Lines with the word "function" in them are the ones to copy from the records.

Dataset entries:
———
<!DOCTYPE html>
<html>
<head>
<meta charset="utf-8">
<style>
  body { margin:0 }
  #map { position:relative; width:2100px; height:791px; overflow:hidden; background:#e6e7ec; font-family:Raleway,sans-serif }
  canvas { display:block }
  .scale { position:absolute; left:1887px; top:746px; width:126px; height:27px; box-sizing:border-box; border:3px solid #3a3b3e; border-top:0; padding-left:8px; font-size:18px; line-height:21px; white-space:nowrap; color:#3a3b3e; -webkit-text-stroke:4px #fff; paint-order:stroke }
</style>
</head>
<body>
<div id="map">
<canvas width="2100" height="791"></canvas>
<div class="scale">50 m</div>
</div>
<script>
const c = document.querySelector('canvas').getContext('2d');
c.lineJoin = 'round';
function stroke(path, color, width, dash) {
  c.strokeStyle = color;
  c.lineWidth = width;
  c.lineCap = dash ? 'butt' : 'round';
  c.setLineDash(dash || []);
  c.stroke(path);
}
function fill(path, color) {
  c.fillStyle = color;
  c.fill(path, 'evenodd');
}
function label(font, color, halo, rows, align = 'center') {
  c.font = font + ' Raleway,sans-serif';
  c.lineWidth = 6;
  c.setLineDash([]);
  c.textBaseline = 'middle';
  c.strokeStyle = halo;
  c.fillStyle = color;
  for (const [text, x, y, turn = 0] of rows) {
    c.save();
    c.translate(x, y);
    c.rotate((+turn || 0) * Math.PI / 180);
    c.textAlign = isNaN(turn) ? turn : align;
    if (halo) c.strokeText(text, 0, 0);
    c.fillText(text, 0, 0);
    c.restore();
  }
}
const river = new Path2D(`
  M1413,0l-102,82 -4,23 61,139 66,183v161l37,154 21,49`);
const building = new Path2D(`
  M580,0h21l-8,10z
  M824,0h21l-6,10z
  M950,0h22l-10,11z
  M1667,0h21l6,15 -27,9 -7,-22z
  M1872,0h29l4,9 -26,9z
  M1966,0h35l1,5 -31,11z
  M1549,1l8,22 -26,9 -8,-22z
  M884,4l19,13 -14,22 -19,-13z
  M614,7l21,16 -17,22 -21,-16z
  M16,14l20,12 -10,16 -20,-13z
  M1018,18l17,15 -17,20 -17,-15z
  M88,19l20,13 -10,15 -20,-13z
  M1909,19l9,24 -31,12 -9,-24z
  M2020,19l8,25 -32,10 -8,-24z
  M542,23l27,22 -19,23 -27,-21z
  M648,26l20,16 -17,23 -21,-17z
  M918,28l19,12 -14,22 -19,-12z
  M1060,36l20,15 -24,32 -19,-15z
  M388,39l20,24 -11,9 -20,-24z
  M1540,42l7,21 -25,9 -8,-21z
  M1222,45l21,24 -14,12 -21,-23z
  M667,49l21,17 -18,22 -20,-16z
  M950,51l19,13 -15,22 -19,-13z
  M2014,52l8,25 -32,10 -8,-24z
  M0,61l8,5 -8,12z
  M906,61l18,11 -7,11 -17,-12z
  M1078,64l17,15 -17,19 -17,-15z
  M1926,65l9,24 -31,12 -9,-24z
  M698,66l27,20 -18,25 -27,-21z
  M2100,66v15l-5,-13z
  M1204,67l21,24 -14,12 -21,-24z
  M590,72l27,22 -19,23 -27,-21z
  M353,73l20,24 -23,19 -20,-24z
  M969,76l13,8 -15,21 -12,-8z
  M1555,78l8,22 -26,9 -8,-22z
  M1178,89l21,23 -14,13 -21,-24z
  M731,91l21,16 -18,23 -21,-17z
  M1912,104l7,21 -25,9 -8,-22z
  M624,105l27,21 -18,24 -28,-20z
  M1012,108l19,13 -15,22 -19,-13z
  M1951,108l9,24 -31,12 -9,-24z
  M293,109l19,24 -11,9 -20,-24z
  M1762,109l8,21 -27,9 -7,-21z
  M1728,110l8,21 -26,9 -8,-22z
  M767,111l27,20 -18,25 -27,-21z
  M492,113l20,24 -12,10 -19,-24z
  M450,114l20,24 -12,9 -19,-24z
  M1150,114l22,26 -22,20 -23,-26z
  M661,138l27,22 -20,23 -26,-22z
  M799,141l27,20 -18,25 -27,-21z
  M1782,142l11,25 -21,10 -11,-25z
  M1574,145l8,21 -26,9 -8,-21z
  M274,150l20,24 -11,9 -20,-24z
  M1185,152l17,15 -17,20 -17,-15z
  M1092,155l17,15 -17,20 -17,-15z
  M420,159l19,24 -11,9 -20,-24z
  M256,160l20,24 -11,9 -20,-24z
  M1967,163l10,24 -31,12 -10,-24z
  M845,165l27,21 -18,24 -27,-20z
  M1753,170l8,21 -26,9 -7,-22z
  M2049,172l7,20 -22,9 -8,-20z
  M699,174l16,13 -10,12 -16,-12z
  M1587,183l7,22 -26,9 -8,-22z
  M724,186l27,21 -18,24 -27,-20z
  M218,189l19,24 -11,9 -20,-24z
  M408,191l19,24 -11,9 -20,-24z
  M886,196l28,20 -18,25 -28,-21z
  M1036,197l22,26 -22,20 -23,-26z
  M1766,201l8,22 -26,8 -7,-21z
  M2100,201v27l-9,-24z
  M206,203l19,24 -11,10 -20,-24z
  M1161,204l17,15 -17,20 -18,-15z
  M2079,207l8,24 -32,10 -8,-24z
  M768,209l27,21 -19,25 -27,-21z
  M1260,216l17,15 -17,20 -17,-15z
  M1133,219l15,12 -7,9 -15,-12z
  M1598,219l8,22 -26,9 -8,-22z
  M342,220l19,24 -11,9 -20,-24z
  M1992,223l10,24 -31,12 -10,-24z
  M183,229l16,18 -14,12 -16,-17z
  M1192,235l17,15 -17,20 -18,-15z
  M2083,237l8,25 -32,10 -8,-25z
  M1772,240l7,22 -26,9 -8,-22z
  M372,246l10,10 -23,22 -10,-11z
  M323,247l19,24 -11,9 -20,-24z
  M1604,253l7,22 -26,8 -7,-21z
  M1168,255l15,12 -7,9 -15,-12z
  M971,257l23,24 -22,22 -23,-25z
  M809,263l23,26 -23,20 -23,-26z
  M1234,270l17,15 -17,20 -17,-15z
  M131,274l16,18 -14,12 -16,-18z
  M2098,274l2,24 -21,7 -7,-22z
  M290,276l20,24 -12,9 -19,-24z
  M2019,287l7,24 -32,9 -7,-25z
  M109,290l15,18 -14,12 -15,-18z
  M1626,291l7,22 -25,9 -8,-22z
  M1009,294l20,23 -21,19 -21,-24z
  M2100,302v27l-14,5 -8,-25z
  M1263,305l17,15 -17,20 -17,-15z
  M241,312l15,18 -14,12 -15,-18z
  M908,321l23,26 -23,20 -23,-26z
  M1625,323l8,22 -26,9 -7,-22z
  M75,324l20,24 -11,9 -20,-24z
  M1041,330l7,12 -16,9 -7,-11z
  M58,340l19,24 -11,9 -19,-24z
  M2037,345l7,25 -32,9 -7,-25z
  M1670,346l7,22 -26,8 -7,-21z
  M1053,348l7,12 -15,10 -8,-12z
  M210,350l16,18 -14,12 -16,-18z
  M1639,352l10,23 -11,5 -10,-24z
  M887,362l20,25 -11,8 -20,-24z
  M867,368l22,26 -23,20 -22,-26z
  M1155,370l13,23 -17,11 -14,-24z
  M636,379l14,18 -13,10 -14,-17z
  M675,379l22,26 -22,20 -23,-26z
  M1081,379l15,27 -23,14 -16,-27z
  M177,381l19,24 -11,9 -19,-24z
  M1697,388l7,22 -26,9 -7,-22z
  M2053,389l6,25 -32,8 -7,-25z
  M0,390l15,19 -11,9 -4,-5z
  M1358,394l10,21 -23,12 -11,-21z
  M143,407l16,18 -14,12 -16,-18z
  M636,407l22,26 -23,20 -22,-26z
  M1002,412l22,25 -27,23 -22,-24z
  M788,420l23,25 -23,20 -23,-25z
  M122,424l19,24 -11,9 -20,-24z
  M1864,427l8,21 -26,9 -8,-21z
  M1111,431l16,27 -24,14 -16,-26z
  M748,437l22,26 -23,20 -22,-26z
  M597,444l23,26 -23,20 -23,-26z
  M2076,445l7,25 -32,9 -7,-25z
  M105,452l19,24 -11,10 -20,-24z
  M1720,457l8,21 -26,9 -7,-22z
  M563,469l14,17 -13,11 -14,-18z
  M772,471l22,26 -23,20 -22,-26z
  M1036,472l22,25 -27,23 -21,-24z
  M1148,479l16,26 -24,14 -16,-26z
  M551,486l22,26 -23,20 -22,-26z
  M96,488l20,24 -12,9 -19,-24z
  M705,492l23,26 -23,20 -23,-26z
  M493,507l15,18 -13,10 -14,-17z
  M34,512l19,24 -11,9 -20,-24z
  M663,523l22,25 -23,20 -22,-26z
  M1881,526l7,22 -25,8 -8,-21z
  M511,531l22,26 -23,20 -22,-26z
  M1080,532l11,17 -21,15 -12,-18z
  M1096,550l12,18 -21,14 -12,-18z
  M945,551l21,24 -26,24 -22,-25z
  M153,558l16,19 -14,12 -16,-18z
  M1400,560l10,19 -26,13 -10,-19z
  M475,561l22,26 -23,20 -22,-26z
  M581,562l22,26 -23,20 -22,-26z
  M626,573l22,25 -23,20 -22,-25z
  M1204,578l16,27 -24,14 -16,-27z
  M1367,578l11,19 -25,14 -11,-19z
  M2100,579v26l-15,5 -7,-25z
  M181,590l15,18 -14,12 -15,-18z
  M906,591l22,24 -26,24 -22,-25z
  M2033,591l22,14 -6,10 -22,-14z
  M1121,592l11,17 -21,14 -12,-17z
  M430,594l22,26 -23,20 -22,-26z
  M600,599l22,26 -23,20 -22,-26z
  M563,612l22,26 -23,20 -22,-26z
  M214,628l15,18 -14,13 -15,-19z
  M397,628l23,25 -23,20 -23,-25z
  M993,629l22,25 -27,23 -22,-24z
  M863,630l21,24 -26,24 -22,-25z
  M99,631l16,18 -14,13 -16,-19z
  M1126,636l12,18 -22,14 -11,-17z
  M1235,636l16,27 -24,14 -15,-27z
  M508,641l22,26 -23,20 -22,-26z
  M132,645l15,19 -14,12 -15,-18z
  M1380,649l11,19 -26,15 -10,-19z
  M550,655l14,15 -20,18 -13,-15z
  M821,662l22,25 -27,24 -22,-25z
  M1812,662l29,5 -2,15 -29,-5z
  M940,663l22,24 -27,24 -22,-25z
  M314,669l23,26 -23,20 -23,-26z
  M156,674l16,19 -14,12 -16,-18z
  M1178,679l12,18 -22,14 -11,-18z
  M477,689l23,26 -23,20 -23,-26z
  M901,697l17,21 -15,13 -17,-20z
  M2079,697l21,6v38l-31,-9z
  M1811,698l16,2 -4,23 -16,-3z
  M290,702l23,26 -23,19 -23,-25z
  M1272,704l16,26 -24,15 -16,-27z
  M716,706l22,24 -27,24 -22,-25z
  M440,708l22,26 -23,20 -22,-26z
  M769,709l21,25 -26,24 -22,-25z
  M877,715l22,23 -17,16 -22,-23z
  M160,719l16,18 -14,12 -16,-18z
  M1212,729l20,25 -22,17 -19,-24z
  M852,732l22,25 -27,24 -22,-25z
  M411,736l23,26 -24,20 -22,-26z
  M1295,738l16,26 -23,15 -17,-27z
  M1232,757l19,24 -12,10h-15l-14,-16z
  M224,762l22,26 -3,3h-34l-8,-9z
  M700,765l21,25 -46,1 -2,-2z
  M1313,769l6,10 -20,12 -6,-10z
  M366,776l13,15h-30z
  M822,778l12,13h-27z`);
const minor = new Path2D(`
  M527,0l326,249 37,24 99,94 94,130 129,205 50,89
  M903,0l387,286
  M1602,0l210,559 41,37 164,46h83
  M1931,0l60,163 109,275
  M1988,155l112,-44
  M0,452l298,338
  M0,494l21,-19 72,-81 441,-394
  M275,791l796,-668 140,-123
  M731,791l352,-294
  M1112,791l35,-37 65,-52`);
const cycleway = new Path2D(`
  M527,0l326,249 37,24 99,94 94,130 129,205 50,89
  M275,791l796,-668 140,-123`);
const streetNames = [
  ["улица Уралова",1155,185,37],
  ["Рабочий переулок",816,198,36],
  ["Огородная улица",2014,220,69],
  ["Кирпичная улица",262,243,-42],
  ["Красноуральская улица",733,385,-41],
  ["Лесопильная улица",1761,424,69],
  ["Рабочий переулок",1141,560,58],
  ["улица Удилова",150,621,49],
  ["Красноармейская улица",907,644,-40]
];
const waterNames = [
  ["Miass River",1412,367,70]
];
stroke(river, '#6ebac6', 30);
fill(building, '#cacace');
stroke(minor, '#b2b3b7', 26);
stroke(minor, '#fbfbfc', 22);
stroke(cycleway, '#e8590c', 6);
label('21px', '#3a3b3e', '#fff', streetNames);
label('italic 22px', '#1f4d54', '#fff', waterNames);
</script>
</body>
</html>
———
» **Response**:
function stroke(path, color, width, dash) {
function fill(path, color) {
function label(font, color, halo, rows, align = 'center') {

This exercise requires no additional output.